In this regard, it is interesting to see what the typical differences are between individuals in different species. Wolves and coyotes, for example, differ by about 7.5 percent in the control region. By our previous calculations, it would take about 750 to 1000 generations to achieve this divergence. With a generation time of a few years, this would imply a separation time of a few thousand years ago. Wolves differ from each other by about 2 percent in the control region. This implies an origin about 200-300 generations ago. With a few years generation time, this would be a thousand years or so. This low figure might be explained because the whole control region changes somewhat more slowly than its hypervariable parts discussed earlier. The same reference states that dogs also differ by about 2 percent, leading to a similar time of origin. Most dog species differ within themselves by about one percent, implying a more recent origin.

In a study of seven species of diving ducks, the control region divergence was less than 17 percent. This translates to 1700 - 2500 generations, which at a few years per generation is also in the several thousands of years range. Another study of closely related species of birds found that the difference in total mitochondrial DNA was about 5 percent or less.
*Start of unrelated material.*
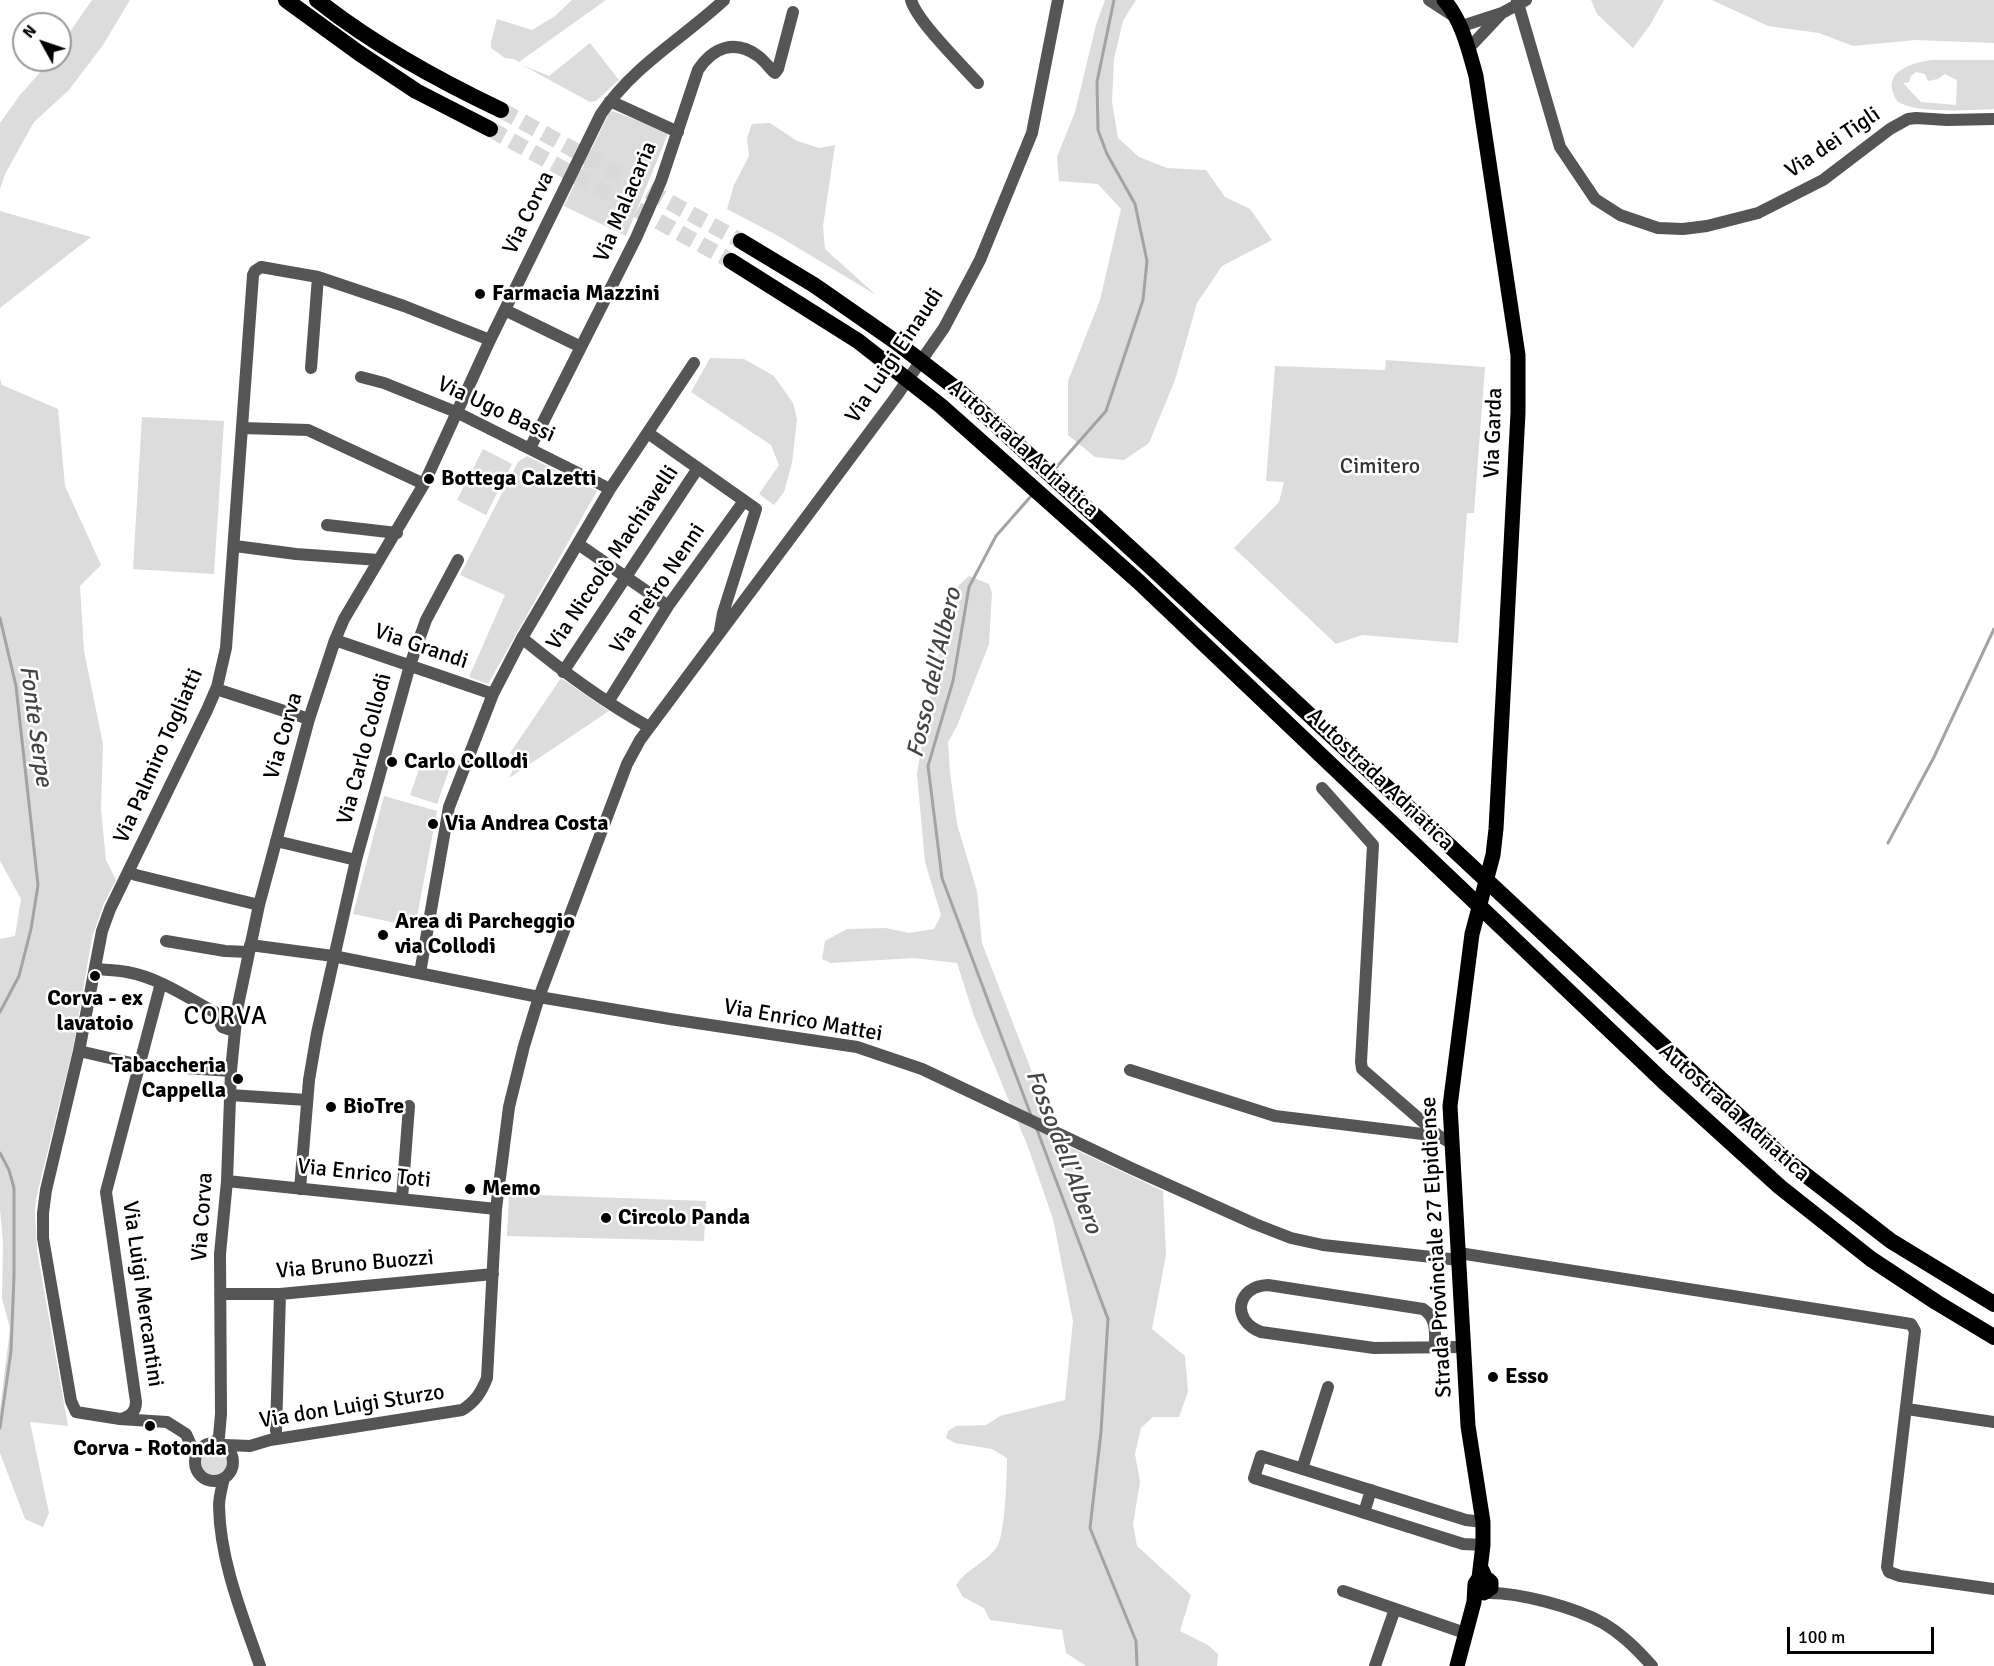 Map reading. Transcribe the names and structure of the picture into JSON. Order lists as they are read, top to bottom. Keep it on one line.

This probably translates to about 20 percent in the control region, and thus about 2000 to 3000 generations. With 2 or 3 years per generation, this again translates to a separation time of a few thousand years ago.
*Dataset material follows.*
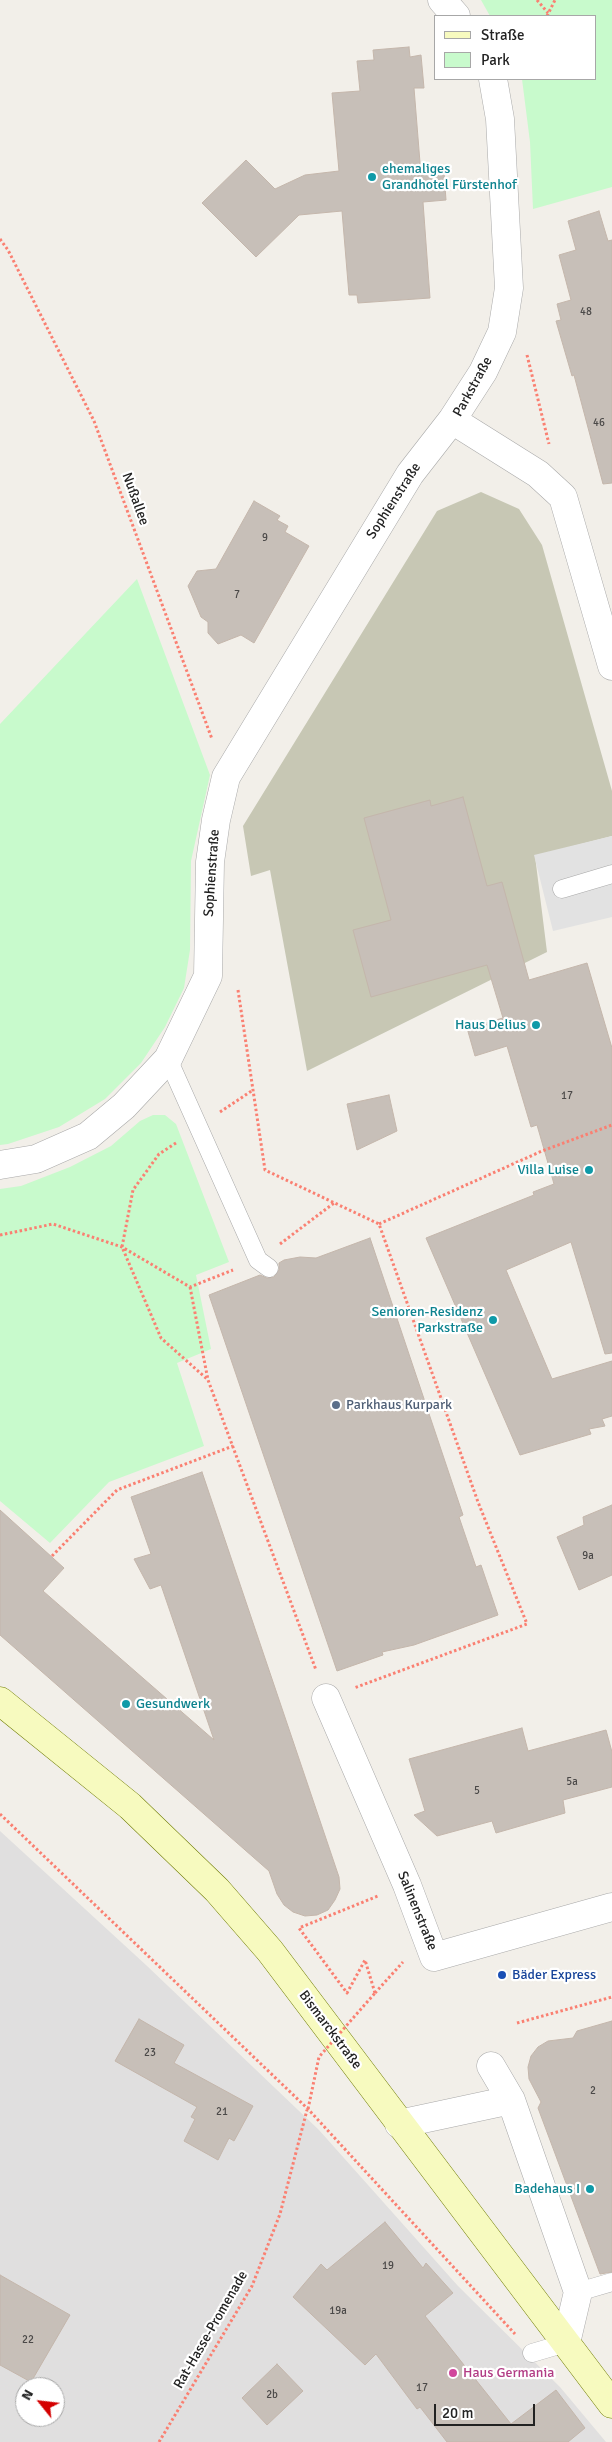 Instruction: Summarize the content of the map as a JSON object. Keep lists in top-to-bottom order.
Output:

We can also obtain similar young ages for bacteria and Drosophila (a fruit fly) based on nuclear DNA mutation rates. The generation time for the colon bacterium E. coli is about 20 minutes, or about 50 generations per day and 15,000 generations per year. In 6,000 years there would be about 100 million generations. The mutation rate per base pair per generation is about 10^-9 in bacteria. Thus in 100 million generations, there would be about a 10 percent change in the non-functional DNA and a 20 percent difference between two random individuals. The actual difference observed for E. coli is about 5 percent. This low figure might be explained by a lower mutation rate and by the fact that a considerable portion of the bacterial DNA is functional. We observe mutations in functional DNA less frequently than in non-functional since mutations there are more likely to be harmful and thus the carrier would be eliminated from the population by natural selection.
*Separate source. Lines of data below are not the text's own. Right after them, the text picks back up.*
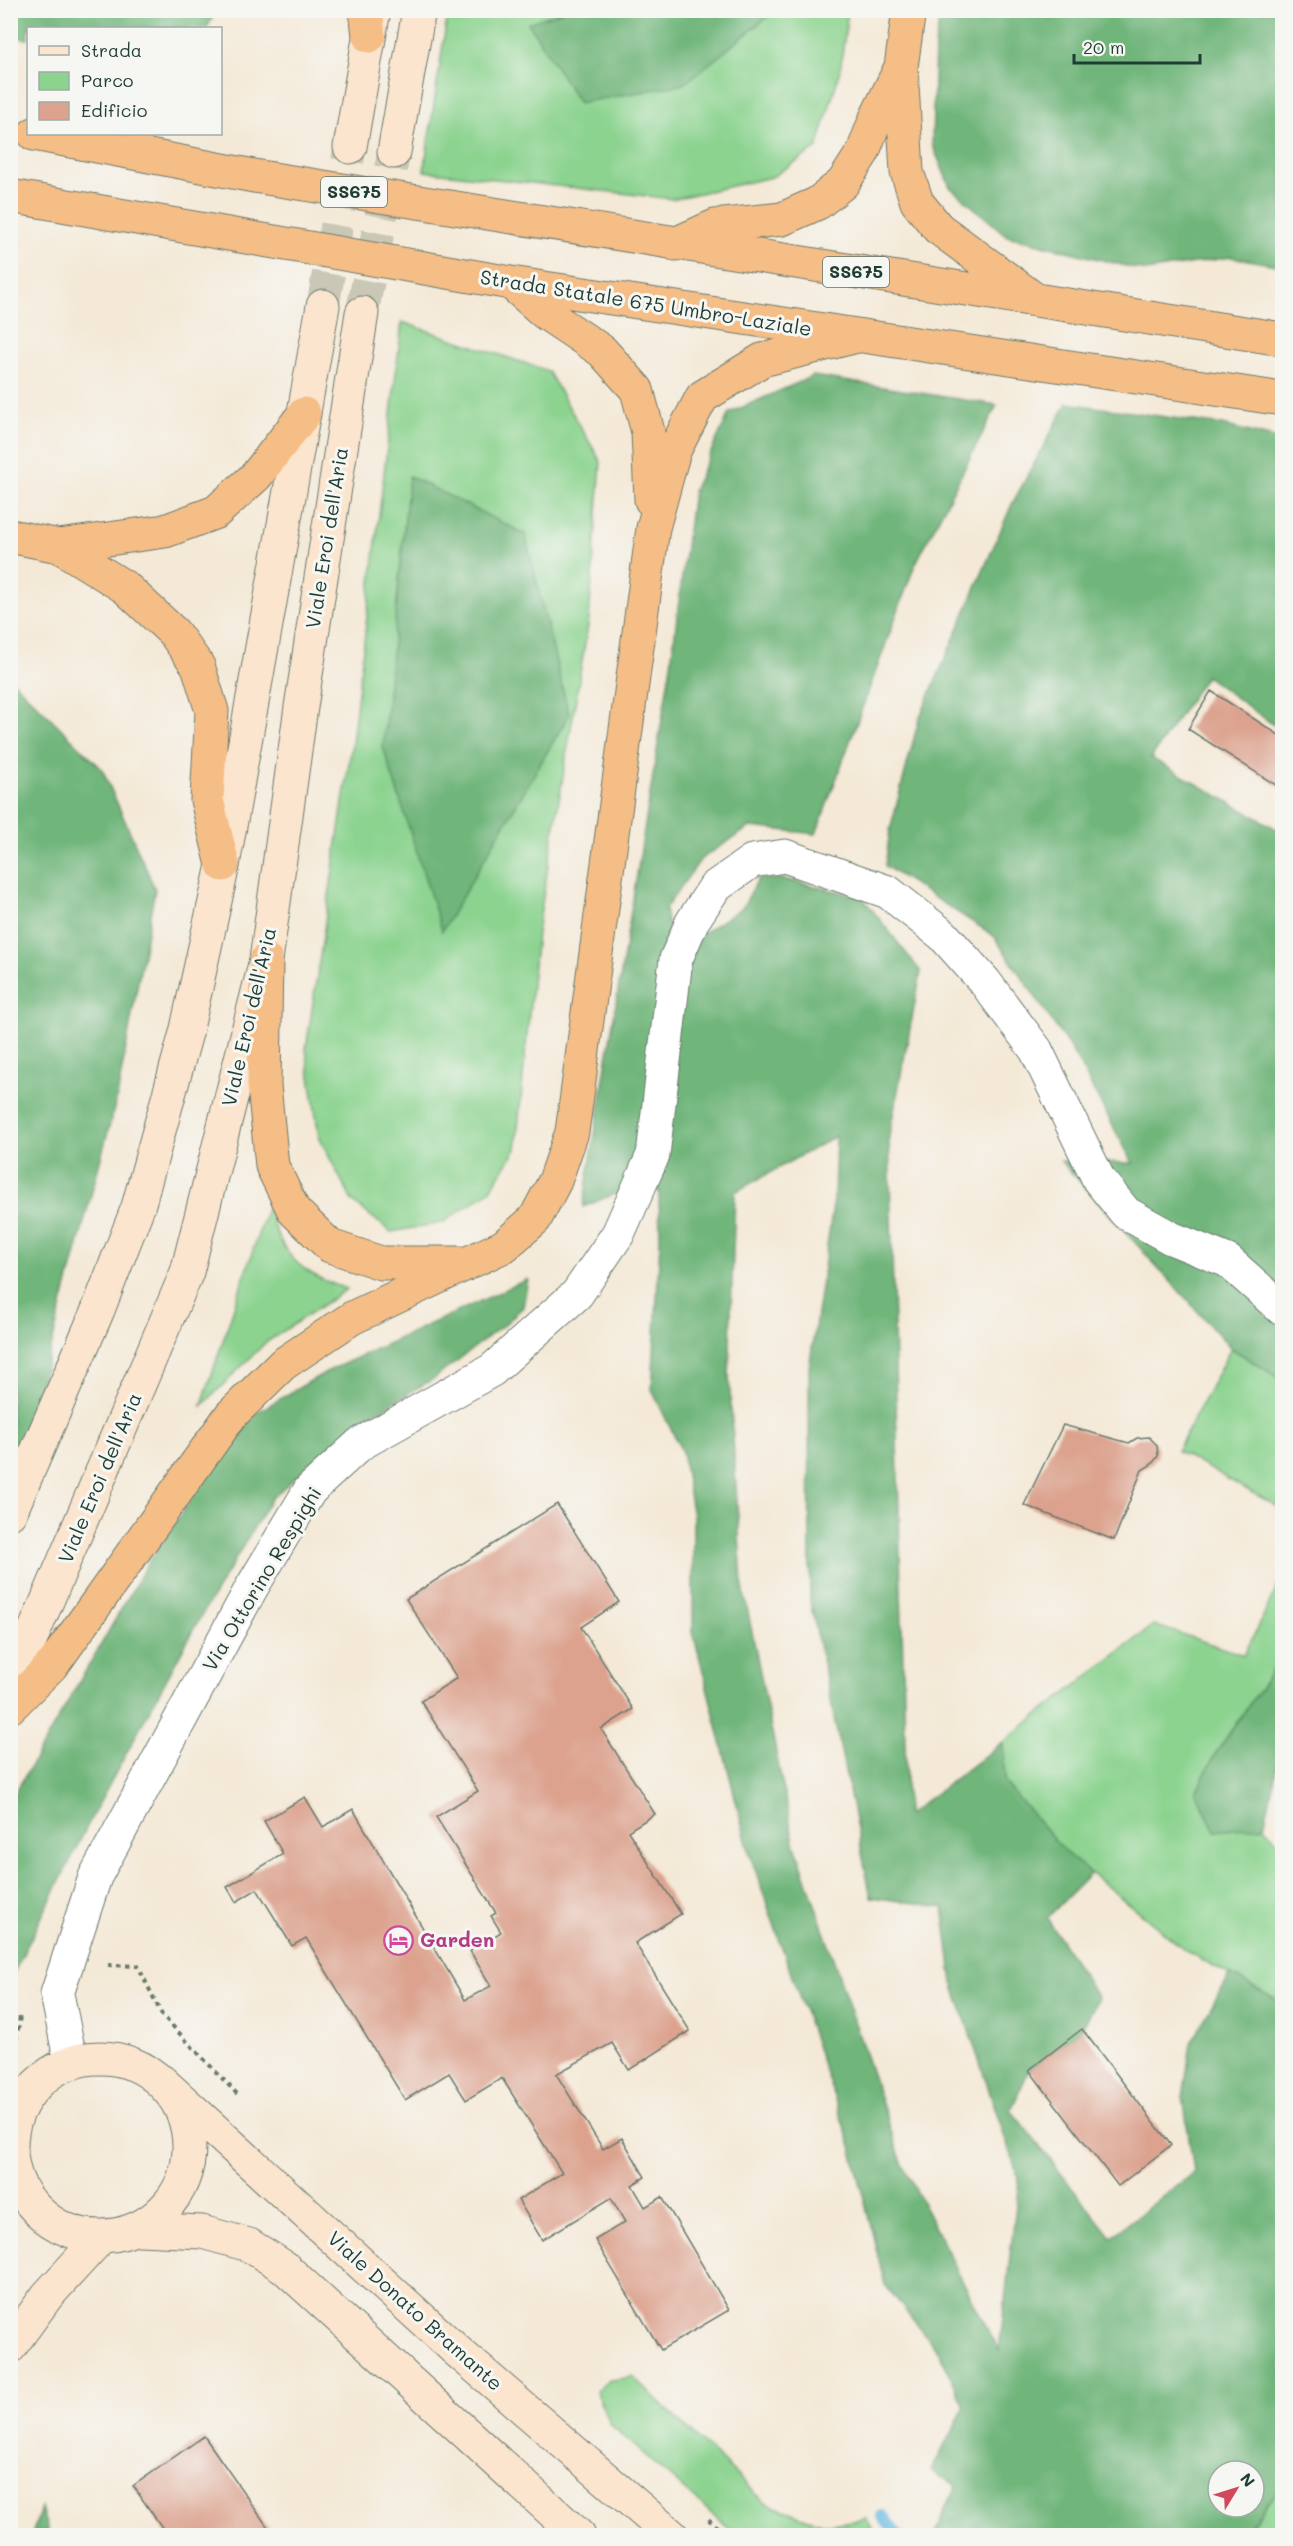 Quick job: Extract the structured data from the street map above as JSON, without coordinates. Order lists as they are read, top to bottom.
{
  "streets": {
    "highway": ["SS675", "Strada Statale 675 Umbro-Laziale"],
    "main road": ["Viale Eroi dell'Aria", "Viale Donato Bramante"],
    "street": ["Via Ottorino Respighi"]
  },
  "crossings": [
    ["Via Ottorino Respighi", "Viale Donato Bramante"]
  ],
  "places": {
    "hotel": ["Garden"]
  },
  "legend": ["Strada", "Parco", "Edificio"],
  "scale_bar": "20 m",
  "north": "top right"
}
For Drosophila, the generation time is about 2 weeks. This leads to 25 generations per year, and about 150,000 generations in 6,000 years. The mutation rate for Drosophila is about 2 x 10^-8 mutations per nucleotide per generation or even twice as high or more, according to Kondrashev. This rate may also be computed from the fact that Drosophila has about 20,000 genes, each gene has about 1,000 base pairs, and there appears to be about one slightly harmful mutation per zygote (a fertilized egg) per generation in Drosophila. In 150,000 generations, there would be a change of about 3 x 10³ in non-functional DNA, and about a 0.6 percent difference between two random individuals. Since the mutation rate is likely twice as high, this difference could be as high as 1.2 percent. The observed value is about 1.5 percent. The increase could be due to a slightly higher mutation rate, a slightly smaller generation time, mutational hot-spots, differences at Creation, or an origin slightly longer than 6,000 years ago.

This is just the tip of the iceberg, and many similar results will undoubtedly soon be reported. We hope that these results will cause biologists to give more serious consideration to the possibility that the Biblical record of a recent creation is historically accurate.